3. Pascal. | What he has just said about the double infinity is only an introduction to my system. What wouldn't he have said, with that power of eloquence he possessed, if he had gone further, if he had known that all matter is organic, and that the least portion contains, through the actual infinity of its parts, a living mirror expressing the whole infinite universe in an infinity of ways, so that one could read in it (if one had sufficiently keen sight and mind) not only the present extended to infinity, but also the past, and the whole infinitely infinite future, since it is infinite at each moment and there is an infinity of moments in each part of time, and more infinity than could be expressed in the whole of future eternity. But the pre-established harmony even surpasses all that, and yields this same universal infinity in each primary almost-nothingness (which is at the same time the highest almost-everything and yet the only thing which deserves to be called a substance after God). That is, in each real point, which makes a monad, of which I am one, and which will not perish any more than God and the universe, which it must always represent, being at the same time less than a God and more than a universe of matter: a sort of diminutive God and a sort of universe eminently, and as it were a prototype with the intelligible worlds being in ectype the sources of the sensible world in the ideas of God. | deleted. Alongside this deleted passage, which was squeezed into all four margins of the page, Leibniz wrote (but did not delete) "What I added in the margin is better written on another page."

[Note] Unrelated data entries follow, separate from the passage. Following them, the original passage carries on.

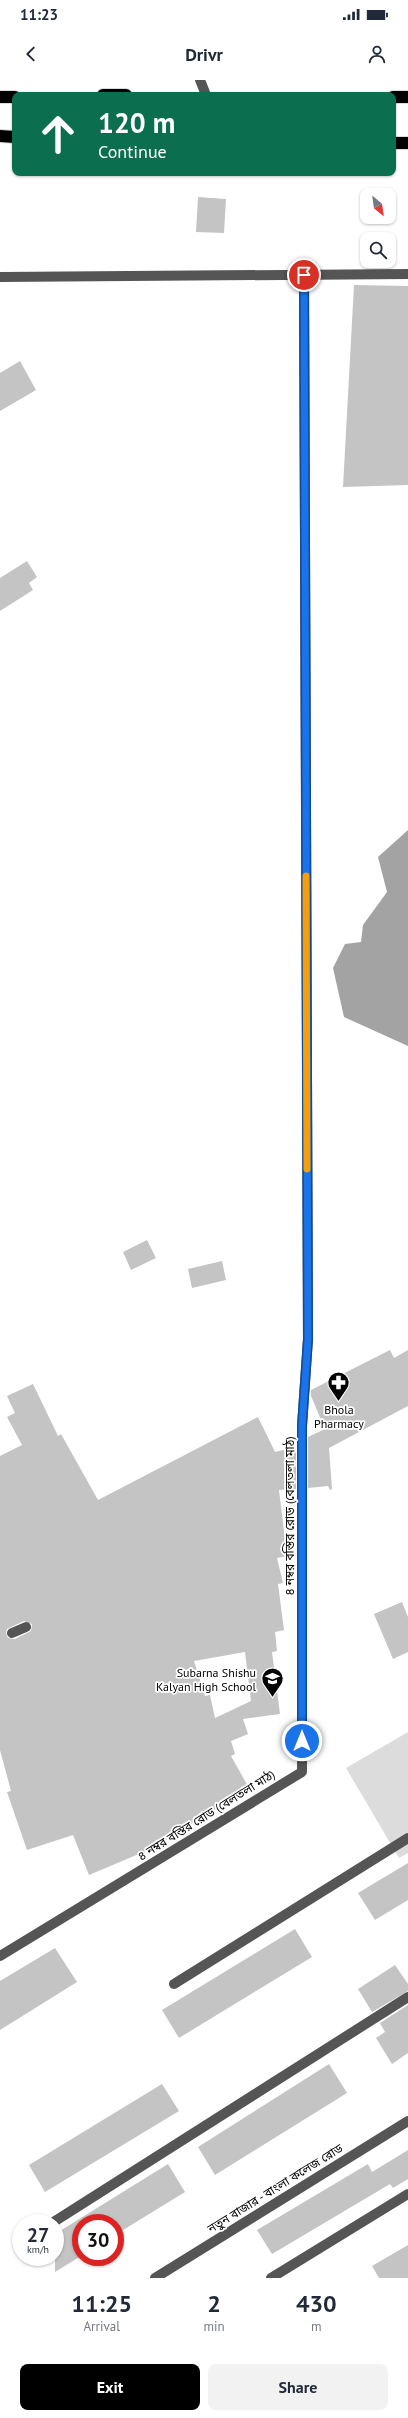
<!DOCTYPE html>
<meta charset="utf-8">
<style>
:root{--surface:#fff;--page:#f2f2f3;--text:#1f2937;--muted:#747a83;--accent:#000}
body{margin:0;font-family:"PT Sans","Noto Sans Bengali",sans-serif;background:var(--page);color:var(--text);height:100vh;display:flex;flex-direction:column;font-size:15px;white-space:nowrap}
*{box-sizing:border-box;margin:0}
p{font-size:13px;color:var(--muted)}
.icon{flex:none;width:22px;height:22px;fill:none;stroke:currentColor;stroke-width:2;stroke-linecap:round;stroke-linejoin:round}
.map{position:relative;height:2198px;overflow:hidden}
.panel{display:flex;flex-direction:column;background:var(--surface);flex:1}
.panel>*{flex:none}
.guide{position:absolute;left:12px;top:12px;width:384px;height:84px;border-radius:8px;box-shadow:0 1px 3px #0004;background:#0b6e4f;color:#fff;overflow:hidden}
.needle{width:26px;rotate:151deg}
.tools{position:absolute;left:360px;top:108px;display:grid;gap:8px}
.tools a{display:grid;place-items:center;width:36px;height:36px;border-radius:8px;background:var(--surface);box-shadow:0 1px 3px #0004;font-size:20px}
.speed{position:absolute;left:12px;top:2134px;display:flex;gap:8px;font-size:20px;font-weight:700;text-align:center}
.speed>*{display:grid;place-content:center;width:52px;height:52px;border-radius:50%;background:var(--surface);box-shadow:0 1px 3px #0004;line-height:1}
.speed small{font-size:10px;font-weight:400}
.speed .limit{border:6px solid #d22;background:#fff;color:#111}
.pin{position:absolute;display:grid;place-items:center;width:34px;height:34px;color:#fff;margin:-17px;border:2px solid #fff;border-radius:50%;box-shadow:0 1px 4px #0007}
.me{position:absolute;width:44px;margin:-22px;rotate:0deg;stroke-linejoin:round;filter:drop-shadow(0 0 3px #0008)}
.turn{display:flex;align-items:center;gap:14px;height:84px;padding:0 20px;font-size:18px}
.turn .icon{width:52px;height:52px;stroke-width:2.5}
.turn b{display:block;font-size:28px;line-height:34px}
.eta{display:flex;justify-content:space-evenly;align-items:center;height:68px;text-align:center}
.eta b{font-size:24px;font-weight:800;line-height:28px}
.button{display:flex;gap:8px;margin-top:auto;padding:8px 20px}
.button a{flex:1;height:46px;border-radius:8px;background:var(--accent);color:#fff;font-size:16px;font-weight:800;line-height:46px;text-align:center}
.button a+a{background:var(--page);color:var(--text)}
.status{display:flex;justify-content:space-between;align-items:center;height:28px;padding:0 20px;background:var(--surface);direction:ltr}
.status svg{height:11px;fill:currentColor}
header{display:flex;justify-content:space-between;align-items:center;height:52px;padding:0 20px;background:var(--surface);font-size:18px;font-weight:800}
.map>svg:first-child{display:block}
.green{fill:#dcdcdc}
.water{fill:#a3a3a3}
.building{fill:#c4c4c4;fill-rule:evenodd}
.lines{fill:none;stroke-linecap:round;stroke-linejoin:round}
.highway-casing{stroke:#dbdbdb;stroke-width:14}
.minor{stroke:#555;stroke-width:10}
.highway{stroke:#000;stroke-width:12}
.route-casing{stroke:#114b97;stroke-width:10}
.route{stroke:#1a73e8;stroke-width:7}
.slow{stroke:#f59e0b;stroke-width:7}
.labels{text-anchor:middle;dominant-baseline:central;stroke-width:3.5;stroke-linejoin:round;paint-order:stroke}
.poi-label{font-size:12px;fill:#000;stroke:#fff}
.street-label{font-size:12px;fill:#000;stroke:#fff}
</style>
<div class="status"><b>11:23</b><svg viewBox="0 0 49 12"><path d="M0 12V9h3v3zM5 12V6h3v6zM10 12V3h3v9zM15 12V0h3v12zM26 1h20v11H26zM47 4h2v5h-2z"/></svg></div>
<header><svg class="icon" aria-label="back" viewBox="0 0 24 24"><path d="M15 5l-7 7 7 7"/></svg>Drivr<svg class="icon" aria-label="person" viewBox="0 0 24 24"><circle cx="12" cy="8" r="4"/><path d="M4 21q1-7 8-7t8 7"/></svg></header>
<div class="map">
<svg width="408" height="2198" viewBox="0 0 408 2198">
<rect width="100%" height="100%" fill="#fff"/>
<path class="green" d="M408,1652V1773L399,1778L346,1688Z"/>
<path class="water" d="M408,750V966L344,937L333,888L345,864L361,862L363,845L387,812L378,777Z"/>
<path class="building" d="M198,117L226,119L224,153L196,152Z
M354,205L408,206V405L343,407Z
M20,281L36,310L0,331V293Z
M27,481L37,497L29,503L33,510L0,531V498Z
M147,1160L156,1178L131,1190L123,1172Z
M222,1181L226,1200L192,1208L188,1189Z
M390,1270L394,1278L408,1270V1326L329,1368L332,1409L330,1410L328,1406L308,1408V1357L325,1349L311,1316V1310Z
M33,1304L58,1356L61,1354L98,1420L258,1337L275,1372L296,1367V1409L279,1410L287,1476L277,1478L283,1503L278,1504L284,1550L275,1552L277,1571L272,1572L280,1634L243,1639L248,1654L231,1661L235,1674L231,1676L249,1708L153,1768L89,1795L73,1755L27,1770L7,1712L11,1711L0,1670V1376L22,1365L7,1337L15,1333L7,1316ZM24,1541L32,1544L31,1551L15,1559L8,1558L6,1553L7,1549ZM245,1572L251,1621L215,1638L210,1615L205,1616L194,1581Z
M402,1522L408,1537V1572L393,1579L374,1534Z
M408,1783V1820L375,1840L358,1813Z
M295,1849L312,1877L179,1958L162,1930Z
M55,1868L77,1902L0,1950V1901Z
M395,1885L408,1904V1911L372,1932L358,1909Z
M408,1925V1973L392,1984L376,1958L385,1952L380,1943Z
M329,1984L347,2013L215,2095L198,2067Z
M162,2004L179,2031L45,2112L29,2085Z
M408,2070V2099L393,2108L390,2104L272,2174L257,2150L368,2084L372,2092Z
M168,2084L185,2112L115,2155V2143H81V2176L55,2192V2154Z
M408,2165V2198H379L372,2186Z"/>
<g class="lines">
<defs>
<path id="highway" d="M103,15H126
M0,17H15
M393,17H408
M0,56L15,57
M393,63H408"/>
</defs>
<use href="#highway" class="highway-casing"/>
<path class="minor" d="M200,0L206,15
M0,197L408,194
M12,1553L26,1547
M0,1876L302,1692V1346L308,1259L304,195
M174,1904L408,1758
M52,2143L408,1917
M155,2198L408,2041
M271,2198L408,2114"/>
<use href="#highway" class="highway"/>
</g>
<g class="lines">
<defs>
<path id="route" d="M302,1661V1346L308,1259L304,195"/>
</defs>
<use href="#route" class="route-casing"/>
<use href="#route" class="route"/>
<path class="slow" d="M306,796L307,1089"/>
</g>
<defs>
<symbol id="pharmacy-pin" viewBox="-11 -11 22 30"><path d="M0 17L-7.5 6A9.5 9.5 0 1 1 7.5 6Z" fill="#000" stroke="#fff"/><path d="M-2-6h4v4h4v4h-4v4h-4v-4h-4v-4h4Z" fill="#fff"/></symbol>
<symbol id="school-pin" viewBox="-11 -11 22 30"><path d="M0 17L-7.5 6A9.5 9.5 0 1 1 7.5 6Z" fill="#000" stroke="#fff"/><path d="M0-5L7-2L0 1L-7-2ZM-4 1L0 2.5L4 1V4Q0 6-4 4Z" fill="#fff"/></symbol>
</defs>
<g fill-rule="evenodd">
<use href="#pharmacy-pin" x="326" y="1290" width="25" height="34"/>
<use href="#school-pin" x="260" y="1586" width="25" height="34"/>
</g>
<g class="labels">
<g class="poi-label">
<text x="339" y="1329">Bhola<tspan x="339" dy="14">Pharmacy</tspan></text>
<text x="256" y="1592" text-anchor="end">Subarna Shishu<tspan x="256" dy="14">Kalyan High School</tspan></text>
</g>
<g class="street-label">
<text transform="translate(289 1436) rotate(-90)">৪ নম্বর বস্তির রোড (বেলতলা মাঠ)</text>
<text transform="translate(206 1735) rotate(-32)">৪ নম্বর বস্তির রোড (বেলতলা মাঠ)</text>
<text transform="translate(275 2108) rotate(-32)">নতুন বাজার - বাংলা কলেজ রোড</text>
</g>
</g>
</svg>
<div class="tools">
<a><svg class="needle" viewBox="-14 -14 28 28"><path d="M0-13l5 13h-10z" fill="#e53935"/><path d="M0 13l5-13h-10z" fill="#747a83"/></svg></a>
<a><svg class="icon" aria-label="search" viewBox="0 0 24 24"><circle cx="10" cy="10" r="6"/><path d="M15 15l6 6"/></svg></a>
</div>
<div class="speed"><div>27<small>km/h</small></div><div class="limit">30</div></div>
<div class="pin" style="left:304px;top:195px;background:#d93025"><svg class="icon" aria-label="arrive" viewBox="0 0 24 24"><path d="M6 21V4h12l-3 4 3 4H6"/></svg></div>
<svg class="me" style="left:302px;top:1661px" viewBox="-20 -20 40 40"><circle r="17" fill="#1a73e8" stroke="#fff" stroke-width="3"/><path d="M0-11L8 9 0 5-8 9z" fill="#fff"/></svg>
<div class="guide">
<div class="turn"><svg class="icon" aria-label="ahead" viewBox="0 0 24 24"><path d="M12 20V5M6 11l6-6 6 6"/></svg><div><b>120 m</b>Continue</div></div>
</div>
</div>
<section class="panel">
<div class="eta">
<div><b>11:25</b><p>Arrival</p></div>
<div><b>2</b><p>min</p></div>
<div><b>430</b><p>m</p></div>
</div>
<div class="button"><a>Exit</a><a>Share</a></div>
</section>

4. be, | and consequently always subsistent. | deleted.
5. be. | True being alone, the only way of true being, always subsisting, and which will not perish any more than God and the universe, which it must always represent and in whole: being at the same time less than a God and more than a material universe; perceiving everything confusedly, whereas God knows everything distinctly; knowing something distinctly, whereas the material universe senses and knows nothing of the whole. A diminutive divinity, a material universe eminently. God in ectype and this universe in prototype, since the intelligible is the source of the sensible, with regard to the primitive intelligence, source of all things. | deleted.
6. full | ; being at the same time infinitely less than a God and incomparably more than a universe of matter; sensing everything confusedly, whereas God knows everything distinctly; knowing something distinctly, whereas all matter senses and knows nothing of the whole. A diminutive divinity, a universe of matter eminently; God in ectype and this very universe in prototype; imitating God and being imitated by the universe in relation to its distinct thoughts; similar to God through distinct thoughts, similar to matter through the confused ones; the intelligible always being anterior to the sensible in the ideas of the primitive intelligence, the source of things. | deleted.
7. knowledge, | it will imitate God. | deleted.